[Your goal]
Using the data below, return all lines in which "name" appears.

[Saved entries]
►

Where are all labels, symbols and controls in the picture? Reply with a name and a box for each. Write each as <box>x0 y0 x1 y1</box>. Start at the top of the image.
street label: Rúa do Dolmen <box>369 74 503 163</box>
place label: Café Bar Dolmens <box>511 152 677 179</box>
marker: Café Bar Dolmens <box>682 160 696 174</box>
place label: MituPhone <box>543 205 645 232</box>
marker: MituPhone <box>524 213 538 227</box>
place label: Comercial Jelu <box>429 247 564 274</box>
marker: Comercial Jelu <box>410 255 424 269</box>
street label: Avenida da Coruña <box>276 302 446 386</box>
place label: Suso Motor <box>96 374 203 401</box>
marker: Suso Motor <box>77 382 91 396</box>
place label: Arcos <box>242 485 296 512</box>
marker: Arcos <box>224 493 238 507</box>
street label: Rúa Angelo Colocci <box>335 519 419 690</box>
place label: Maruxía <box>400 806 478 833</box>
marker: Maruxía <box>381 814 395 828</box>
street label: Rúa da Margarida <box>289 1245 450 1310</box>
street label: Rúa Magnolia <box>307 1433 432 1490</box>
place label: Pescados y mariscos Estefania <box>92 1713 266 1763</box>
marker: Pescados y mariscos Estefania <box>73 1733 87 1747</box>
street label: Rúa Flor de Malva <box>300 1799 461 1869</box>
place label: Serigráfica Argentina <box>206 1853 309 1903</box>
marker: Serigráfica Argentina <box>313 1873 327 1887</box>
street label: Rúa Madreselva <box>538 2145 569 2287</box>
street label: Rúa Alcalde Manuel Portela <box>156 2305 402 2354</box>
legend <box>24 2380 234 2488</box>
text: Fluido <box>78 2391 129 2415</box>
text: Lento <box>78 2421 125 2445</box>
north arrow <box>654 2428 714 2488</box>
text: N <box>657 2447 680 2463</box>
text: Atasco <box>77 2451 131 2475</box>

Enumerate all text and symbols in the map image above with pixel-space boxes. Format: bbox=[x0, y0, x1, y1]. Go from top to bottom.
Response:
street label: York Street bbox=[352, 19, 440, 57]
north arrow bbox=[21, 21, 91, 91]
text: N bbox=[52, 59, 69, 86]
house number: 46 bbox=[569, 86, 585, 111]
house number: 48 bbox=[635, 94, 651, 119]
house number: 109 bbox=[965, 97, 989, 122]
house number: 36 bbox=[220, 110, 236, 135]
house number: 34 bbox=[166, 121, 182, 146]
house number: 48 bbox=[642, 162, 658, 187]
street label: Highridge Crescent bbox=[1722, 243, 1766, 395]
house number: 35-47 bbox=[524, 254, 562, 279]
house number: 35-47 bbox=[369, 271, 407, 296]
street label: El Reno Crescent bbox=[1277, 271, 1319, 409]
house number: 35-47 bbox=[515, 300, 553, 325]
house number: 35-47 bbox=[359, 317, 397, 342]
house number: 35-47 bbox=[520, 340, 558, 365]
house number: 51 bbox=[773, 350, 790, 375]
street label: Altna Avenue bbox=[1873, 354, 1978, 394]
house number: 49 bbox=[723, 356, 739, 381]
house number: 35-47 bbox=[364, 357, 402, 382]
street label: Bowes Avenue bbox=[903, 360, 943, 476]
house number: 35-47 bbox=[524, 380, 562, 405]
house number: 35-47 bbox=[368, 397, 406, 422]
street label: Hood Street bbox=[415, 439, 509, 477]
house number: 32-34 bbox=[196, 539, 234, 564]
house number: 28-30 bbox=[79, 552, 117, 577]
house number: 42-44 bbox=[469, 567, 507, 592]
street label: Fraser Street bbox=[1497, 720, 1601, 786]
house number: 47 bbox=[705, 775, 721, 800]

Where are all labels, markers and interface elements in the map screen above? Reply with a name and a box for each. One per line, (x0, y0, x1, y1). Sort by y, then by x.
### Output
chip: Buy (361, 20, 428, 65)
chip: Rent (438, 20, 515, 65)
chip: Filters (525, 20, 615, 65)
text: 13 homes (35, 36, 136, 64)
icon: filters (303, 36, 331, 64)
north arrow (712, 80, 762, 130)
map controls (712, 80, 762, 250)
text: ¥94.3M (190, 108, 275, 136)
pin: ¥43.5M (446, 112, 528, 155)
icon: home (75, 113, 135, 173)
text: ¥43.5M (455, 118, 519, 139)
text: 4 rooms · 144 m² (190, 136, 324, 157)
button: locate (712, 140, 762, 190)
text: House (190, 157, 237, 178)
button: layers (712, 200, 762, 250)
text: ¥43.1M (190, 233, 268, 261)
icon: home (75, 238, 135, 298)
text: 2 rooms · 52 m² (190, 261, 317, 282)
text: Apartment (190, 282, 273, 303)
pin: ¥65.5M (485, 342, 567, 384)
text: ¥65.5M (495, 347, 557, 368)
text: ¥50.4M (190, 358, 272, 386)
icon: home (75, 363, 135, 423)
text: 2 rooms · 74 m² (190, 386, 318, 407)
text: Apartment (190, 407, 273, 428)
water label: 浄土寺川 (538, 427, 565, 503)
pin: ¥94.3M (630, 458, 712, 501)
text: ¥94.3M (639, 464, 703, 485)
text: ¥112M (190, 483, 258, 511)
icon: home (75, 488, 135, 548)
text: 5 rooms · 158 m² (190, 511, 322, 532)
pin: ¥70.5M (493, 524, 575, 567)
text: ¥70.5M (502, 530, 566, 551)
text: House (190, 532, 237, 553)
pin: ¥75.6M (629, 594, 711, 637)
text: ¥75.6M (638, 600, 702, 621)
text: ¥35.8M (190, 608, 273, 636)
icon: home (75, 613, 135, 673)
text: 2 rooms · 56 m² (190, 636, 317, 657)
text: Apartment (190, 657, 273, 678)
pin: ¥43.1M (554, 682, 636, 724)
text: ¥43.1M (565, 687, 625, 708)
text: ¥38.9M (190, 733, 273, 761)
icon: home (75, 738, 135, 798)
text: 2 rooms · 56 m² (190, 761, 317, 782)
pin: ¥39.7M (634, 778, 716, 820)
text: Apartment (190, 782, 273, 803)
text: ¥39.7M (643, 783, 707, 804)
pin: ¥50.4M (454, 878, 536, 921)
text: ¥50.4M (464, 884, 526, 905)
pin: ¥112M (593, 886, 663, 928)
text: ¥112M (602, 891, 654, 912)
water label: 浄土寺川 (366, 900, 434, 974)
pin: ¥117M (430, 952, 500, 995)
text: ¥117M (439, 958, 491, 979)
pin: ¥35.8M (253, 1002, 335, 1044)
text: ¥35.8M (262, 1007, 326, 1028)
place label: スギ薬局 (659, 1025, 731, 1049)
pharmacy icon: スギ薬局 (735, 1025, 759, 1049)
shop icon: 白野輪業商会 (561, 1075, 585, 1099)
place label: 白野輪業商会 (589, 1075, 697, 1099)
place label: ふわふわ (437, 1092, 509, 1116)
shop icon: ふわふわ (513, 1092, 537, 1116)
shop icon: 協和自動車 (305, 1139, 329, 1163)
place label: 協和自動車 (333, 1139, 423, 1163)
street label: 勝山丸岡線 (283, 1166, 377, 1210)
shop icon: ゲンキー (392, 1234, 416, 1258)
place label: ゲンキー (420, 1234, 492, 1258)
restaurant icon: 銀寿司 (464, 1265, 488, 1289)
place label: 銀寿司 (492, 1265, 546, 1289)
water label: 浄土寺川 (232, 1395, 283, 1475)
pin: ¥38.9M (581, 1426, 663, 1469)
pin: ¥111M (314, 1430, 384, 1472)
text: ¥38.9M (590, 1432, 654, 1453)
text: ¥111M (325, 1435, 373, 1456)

◄

[Exercise answer]
Where are all labels, symbols and controls in the picture? Reply with a name and a box for each. Write each as <box>x0 y0 x1 y1</box>. Start at the top of the image.
Where are all labels, markers and interface elements in the map screen above? Reply with a name and a box for each. One per line, (x0, y0, x1, y1). Sort by y, then by x.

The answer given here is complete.